- Directed by: William Sachs
- Written by: William Sachs
- Produced by: Robert Boggs William Sachs
- Starring: Mark Damon
- Cinematography: Ralf D. Bode
- Edited by: George T. Norris
- Music by: Riz Ortolani
- Release date: June 1974;
- Running time: 91 minutes
- Country: United States
- Language: English

= There Is No 13 =

1974 film

There Is No 13 is a 1974 American surrealist drama film directed by William Sachs and starring Mark Damon. It was entered into the 24th Berlin International Film Festival.

==Premise==
During the Vietnam War, a soldier remembers the 12 women he has been with. But, there is no 13.

==Cast==
- Mark Damon as George Thomas
- Margaret Markov as Number Eleven
- Harvey Lembeck as Older George
- Jean Jennings as Number Twelve
- Lee Moore as Dr. Honneycutt
- Reuben Schafer as Mr. A.
- Bonnie Inch as Rosie

==Reception==
When the film screened at Berlin International Film Festival, it polarized the audiences due to it being American, dealing with the Vietnam war. During the screening, there were protests, with some people shouting and someone turning the light in the auditorium on and off a few times.
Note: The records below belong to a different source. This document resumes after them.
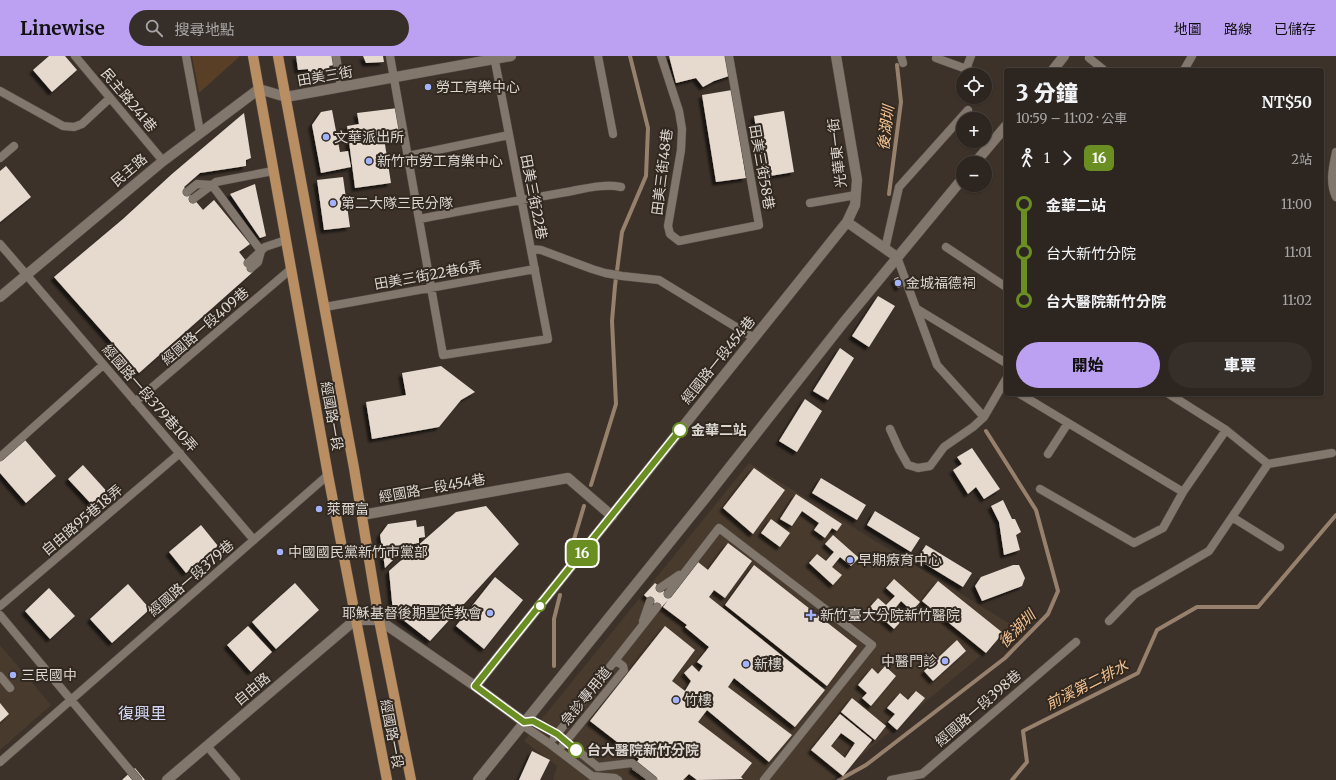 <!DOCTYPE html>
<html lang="zh-TW">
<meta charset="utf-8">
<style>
:root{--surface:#2d2620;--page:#352e29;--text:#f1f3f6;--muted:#a7a5a5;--line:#48433e;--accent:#bca0f2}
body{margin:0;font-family:Merriweather,"Noto Sans TC",serif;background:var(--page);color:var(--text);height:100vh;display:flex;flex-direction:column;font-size:15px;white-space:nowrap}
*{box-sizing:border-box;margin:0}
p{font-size:13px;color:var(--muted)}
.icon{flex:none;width:22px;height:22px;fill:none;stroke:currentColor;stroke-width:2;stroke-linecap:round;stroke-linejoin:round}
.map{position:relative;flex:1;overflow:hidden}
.details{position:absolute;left:1004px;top:12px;width:320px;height:328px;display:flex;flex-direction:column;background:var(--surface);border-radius:4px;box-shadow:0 1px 3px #0004,0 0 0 1px var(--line)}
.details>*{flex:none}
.badge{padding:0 8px;border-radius:6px;font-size:14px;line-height:26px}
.controls{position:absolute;left:956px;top:12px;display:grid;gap:8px}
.controls a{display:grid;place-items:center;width:36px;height:36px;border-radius:50%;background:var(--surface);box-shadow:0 1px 3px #0004,0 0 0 1px var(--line);font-size:20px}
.map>.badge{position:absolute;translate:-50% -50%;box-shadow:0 0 0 2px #fff}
.legs{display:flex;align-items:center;gap:6px;height:44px;padding:0 12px;font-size:13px}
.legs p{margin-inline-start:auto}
.overview{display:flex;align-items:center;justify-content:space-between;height:68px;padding:0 12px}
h1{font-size:22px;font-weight:800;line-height:30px}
.primary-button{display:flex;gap:8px;margin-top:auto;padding:8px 12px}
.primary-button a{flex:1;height:46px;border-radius:24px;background:var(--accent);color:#111;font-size:16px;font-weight:800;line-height:46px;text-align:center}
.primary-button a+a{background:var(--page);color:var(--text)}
ul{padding:0 12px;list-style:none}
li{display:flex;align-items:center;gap:14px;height:48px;font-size:15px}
li i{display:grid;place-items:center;width:6px;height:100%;margin:0 5px;background:currentColor}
li i::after{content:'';width:10px;height:10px;margin:-5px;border:3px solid;border-radius:50%;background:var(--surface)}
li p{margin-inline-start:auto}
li:first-child i{background:linear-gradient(#0000 50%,currentColor 0)}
li:last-child i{background:linear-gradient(currentColor 50%,#0000 0)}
header{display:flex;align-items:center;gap:24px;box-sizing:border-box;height:56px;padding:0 20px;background:var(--accent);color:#111}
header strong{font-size:19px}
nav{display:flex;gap:22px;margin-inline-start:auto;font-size:14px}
.search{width:280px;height:36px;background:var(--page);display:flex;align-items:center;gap:10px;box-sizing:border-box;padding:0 14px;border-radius:22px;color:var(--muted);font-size:15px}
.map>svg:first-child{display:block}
.built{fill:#483a2d}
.green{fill:#583f25}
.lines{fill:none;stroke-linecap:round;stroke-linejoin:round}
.stream{stroke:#97816d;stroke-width:4}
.building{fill:#e6dacf;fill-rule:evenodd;filter:url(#shadow)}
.service-casing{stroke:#564f47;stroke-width:9}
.minor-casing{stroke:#564f47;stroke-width:11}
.tertiary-casing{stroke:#564f47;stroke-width:11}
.primary-casing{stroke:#564f47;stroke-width:11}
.service{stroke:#81776d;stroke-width:8}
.minor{stroke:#81776d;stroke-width:10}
.tertiary{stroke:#81776d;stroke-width:10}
.primary{stroke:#b88e62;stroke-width:10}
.line-1-casing{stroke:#fff;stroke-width:9}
.line-1{stroke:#6b8e23;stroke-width:6}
.poi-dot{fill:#a3b2fd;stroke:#312820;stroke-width:1.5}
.stop-1-dot{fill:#fff;stroke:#6b8e23;stroke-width:2}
.labels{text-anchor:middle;stroke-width:4;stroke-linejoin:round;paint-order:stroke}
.street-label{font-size:14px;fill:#dcd6d1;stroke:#312820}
.poi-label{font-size:14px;fill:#dcd6d1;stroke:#312820;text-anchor:start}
.stop-label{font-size:14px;font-weight:bold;fill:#dcd6d1;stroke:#312820;text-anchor:start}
.water-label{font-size:15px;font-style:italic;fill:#f3c292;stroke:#312820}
.quarter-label{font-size:16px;fill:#d2d8f5;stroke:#312820}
</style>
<header>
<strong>Linewise</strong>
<div class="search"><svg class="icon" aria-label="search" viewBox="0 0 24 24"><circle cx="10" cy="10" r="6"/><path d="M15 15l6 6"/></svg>搜尋地點</div>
<nav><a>地圖</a><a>路線</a><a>已儲存</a></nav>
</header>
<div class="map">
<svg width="1336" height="724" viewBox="0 0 1336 724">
<defs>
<filter id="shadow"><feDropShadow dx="-3.5" dy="3.5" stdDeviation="1" flood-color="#0009"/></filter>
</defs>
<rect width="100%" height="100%" fill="#3c322a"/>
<path class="built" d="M749 407 1015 571 832 724H553L557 710 524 685Z
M0 589 51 649 0 694Z"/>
<path class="green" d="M192 0H239V1L199 37Z"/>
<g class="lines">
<path class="stream" d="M889 138 901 46 897 9
M591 429 616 348 612 265 615 230 622 176 646 120 648 72 630 0
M569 500 584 450
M554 610V563L560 539
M839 724 866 709 1005 602 1048 558 1058 535 1036 454 986 375
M1012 724 1027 706 1023 675 1138 617 1157 574 1197 551H1258L1336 459"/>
</g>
<path class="building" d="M49 0H65L77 14 52 36 33 14Z
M296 0H336L334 9 329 10 330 14 320 16 321 21 309 22 308 13 298 14Z
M363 0H383L384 6 366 7Z
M669 0H727L732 19 714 25 703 31 696 22 676 27Z
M732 34 746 122 716 126 702 39Z
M398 52 402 80 384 82 391 127 355 132 347 70 359 68 357 57Z
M332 54 340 96 348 95 351 111 321 117 312 69 321 56Z
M784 55 794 116 764 121 754 60Z
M244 57 251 102 246 104V110L200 117 184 131 203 154 214 144 250 188 239 196 254 215 139 317 54 221 123 163 172 118Z
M6 110 31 141 0 166V115Z
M343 121 350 171 324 174 317 124Z
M255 128 266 180 260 182 230 138Z
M898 221 902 230 898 232 894 223Z
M878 240 895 250 869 291 852 280Z
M840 292 854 302 828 344 813 335Z
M441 310 475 336 461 344 439 371 372 383 366 346 406 339 402 317Z
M805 343 822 355 797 396 779 385Z
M25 384 56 420 26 447 0 417V405Z
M972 392 1000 433 984 443 976 431 968 438 953 414 962 408 957 401Z
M83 409 111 440 96 453 68 423Z
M754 412 785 434 753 478 723 452Z
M821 422 866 449 857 464 812 437Z
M796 438 842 468 837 475 832 472 825 482 814 474 819 467 802 455 792 470 780 463Z
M1003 444 1012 463H1015L1021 476 1016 479 1020 494 1004 499 999 466 991 450Z
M486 450 519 488 430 585 393 556 389 515 456 456Z
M875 455 920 482 911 496 867 469Z
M771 463 790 477 780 491 761 477Z
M416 464 417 471 424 470 425 481 419 482V487L408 489 385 512 380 479 388 468Z
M201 469 218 490 186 517 169 496Z
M833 479 859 502 851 510 840 501 832 511 842 519 833 529 809 507 817 498 826 505 834 496 825 488Z
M728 487 752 505 725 542 714 534 709 541 825 634 795 671 734 622 728 631 792 679 769 706 707 654 698 666 752 707 741 721 743 723 697 724 689 718 683 724H647L632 713 639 703 590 665 665 570 695 594 672 625 685 635 691 625 684 617 692 609 699 616 703 610 697 606 709 591 685 571 687 569 663 551 668 544 660 553 644 539 655 527 671 541 698 506 708 514Z
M926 489 972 517 963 531 917 503Z
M754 509 857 590 827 630 725 549Z
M1013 509H1019L1025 522 1022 530 982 545 975 530 981 521Z
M495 521 523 544 484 593 456 570Z
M894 523 920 546 912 555 901 545 893 555 903 563 894 573 870 551 878 542 886 549 895 540 886 532Z
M938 525 1003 577 986 597 922 545Z
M295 527 319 554 276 593 252 566Z
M128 528 150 553 112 587 90 563Z
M49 532 75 560 50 583 25 555Z
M248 570 272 596 251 616 227 589Z
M957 584 966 595 933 625 924 615Z
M885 610 896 620 871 650 862 642 867 637 858 629 872 612 878 618Z
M916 635 925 642 897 674 888 666 895 658 887 652 900 637 908 644Z
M852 642 886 670 875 684 841 656Z
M0 647 9 658 0 666Z
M840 658 872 684 843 720 811 694ZM841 677 855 687 845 702 831 690Z
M532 695 550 704 540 724H519Z
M135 712 145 724H122Z"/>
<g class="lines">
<g class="service-casing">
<path id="service" d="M75 0 163 105
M186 0 200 76
M336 0 341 31
M390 0 443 299 548 283 494 0
M598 0 613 78
M661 0 679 55 682 73 681 94 668 170 670 178 679 185 759 169 729 0
M901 0 903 7
M936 2 983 19
M1089 2 1104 14
M966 13 971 0
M1184 14 1192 0
M0 35 63 70 74 71 82 68 110 42
M1336 96C1333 111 1329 126 1336 141
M408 100 509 79
M0 102 14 90
M187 136 197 128 212 129 261 195 258 206 251 212
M193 143 216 126 273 115
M810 147 856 139
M419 163C467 154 514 145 561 137 580 134 602 127 621 131
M0 188 254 484
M946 191 1006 231
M531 193 541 194 592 213 605 217 622 220 659 224 754 282
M885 193 899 131 968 54
M897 201 937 309 984 361
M248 207 265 191 286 184
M325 251 535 213
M917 253 1006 307
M1020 338 1183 436
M1169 338 1226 374 1268 408 1332 397
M135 346 291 213
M890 373 899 393 908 409 918 412 930 410 944 391 973 371 984 361 1006 323
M1048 398 1068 367
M0 401 103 309
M1040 433 1134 487 1163 472 1183 436 1226 374
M1232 461 1280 491
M660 532 679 519
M668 538 719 472 872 589 764 724
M0 550 180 397
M0 559 138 724
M643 565 650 545
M1109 565 1135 538 1209 495 1268 408
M0 620 10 632
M554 682 657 551
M563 689 624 614 623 610 618 606 613 607
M207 690 236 724
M0 706 328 419
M598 711 632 707 653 724
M592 720 550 688 527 672 524 666 533 665 557 678 598 711
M592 720 615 722 618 724
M891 724 922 718 1076 586"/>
</g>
<g class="minor-casing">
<path id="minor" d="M847 166 897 201
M0 241 163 105 259 33 286 41 511 0
M362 459 568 422 612 460
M379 564 475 630 524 666
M475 630 847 166 855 149 857 124 836 0"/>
</g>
<g class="tertiary-casing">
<path id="tertiary" d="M1053 14 1064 0
M975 107 1006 70
M167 724 355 564H379
M478 724 703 445 844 266 963 122"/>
</g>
<g class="primary-casing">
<path id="primary" d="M253 0 328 419 387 724
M278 0 354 412 379 564 411 724"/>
</g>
<use href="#service" class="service"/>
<use href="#minor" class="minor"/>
<use href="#tertiary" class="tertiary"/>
<use href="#primary" class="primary"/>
</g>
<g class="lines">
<g class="line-1-casing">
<path id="line-1" d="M576 694 557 678 533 665 524 666 475 630 680 374"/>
</g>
<use href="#line-1" class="line-1"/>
</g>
<g class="poi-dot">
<circle cx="428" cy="31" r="4"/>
<circle cx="326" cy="81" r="4"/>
<circle cx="369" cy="105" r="4"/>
<circle cx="333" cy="147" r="4"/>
<circle cx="898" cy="227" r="4"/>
<circle cx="319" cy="453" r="4"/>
<circle cx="280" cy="496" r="4"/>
<circle cx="850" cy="504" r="4"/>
<circle cx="490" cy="557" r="4"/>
<path d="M809 553h4v4h4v4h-4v4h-4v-4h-4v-4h4z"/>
<circle cx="945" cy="605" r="4"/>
<circle cx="746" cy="608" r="4"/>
<circle cx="13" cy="619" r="4"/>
<circle cx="676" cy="644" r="4"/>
</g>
<g class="stop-1-dot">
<circle cx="680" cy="374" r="7"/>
<circle cx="540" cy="550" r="5"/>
<circle cx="576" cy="694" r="7"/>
</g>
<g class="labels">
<g class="street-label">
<text transform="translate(325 20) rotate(-10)" y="5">田美三街</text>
<text transform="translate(129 44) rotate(50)" y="5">民主路241巷</text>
<text transform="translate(837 97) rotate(-97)" y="5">光華東一街</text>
<text transform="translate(762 111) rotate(80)" y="5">田美三街58巷</text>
<text transform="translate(129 114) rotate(-40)" y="5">民主路</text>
<text transform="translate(662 116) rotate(-83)" y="5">田美三街48巷</text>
<text transform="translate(534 141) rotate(79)" y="5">田美三街22巷</text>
<text transform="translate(428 219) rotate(-10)" y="5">田美三街22巷6弄</text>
<text transform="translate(205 270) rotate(-41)" y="5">經國路一段409巷</text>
<text transform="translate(718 304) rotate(-51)" y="5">經國路一段454巷</text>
<text transform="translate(150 342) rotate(49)" y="5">經國路一段379巷10弄</text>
<text transform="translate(332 360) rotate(80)" y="5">經國路一段</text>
<text transform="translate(432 432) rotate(-10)" y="5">經國路一段454巷</text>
<text transform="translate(82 464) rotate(-40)" y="5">自由路95巷18弄</text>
<text transform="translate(191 522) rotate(-41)" y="5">經國路一段379巷</text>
<text transform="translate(252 633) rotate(-40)" y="5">自由路</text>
<text transform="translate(586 640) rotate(-51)" y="5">急診專用道</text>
<text transform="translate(978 652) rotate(-41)" y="5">經國路一段398巷</text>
<text transform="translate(392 678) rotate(79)" y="5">經國路一段</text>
</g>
<g class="poi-label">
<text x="436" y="36">勞工育樂中心</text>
<text x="334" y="86">文華派出所</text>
<text x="377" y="110">新竹市勞工育樂中心</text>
<text x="341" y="152">第二大隊三民分隊</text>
<text x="906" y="232">金城福德祠</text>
<text x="327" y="458">萊爾富</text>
<text x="288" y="501">中國國民黨新竹市黨部</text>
<text x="858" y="509">早期療育中心</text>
<text x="482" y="562" text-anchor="end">耶穌基督後期聖徒教會</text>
<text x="820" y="564">新竹臺大分院新竹醫院</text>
<text x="937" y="610" text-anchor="end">中醫門診</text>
<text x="754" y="613">新樓</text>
<text x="21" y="624">三民國中</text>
<text x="684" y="649">竹樓</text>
</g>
<g class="stop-label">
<text x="691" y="379">金華二站</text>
<text x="587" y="699">台大醫院新竹分院</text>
</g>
<g class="water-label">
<text transform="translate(886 72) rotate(-83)" y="5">後湖圳</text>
<text transform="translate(1017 573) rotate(-45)" y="5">後湖圳</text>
<text transform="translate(1087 629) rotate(-27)" y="5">前溪第二排水</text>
</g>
<g class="quarter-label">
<text x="142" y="663">復興里</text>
</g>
</g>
</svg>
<div class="controls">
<a><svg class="icon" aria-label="locate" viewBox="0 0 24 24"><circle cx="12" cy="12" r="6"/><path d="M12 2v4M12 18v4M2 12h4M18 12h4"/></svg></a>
<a>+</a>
<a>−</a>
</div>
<b class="badge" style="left:582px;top:497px;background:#6b8e23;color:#fff">16</b>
<section class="details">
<div class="overview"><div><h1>3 分鐘</h1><p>10:59 – 11:02 · 公車</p></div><b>NT$50</b></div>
<div class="legs"><svg class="icon" aria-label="walk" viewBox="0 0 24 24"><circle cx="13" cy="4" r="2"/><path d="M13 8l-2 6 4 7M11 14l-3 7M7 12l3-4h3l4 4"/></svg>1<svg class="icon" aria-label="forward" viewBox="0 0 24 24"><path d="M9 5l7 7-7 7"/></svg><b class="badge" style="background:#6b8e23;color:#fff">16</b><p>2站</p></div>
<ul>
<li><i style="color:#6b8e23"></i><b>金華二站</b><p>11:00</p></li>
<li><i style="color:#6b8e23"></i><span>台大新竹分院</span><p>11:01</p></li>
<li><i style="color:#6b8e23"></i><b>台大醫院新竹分院</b><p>11:02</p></li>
</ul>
<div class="primary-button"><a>開始</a><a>車票</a></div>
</section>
</div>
A judge told Sachs that the film should have won a Golden Bear award "because it was the only unusual film" at the festival, and that it didn't only because the jury was worried about the public reaction to the winning film being so controversial.

==Quotes==

Remarkable fantasy film [that] gives indications of a new direction in film storytelling, is influenced in his structure by the synthesis of reality and imagination of Fellini, Resnais and Buñuel. Yet this style has been further developed. It is a deeply touching film, (...) surprisingly experienced as a striking and stirring film about the human condition. The distantiation of Brecht is applied in a masterful manner.
— Piet Ruivenkamp, member of Jury at Berlin Film Festival 1974

I was doing post production on my first film in Rome. There were three cutting rooms in a row. I was in the middle one. Antonioni was on one side and Fellini on the other. I thought if I could touch both walls at the same time I would be injected with genius. Too bad my arms were too short...
— William Sachs, about editing There Is No 13

Probably Sachs’ best film, certainly his most profound.
— Sam Weisberg, article about Sachs' films.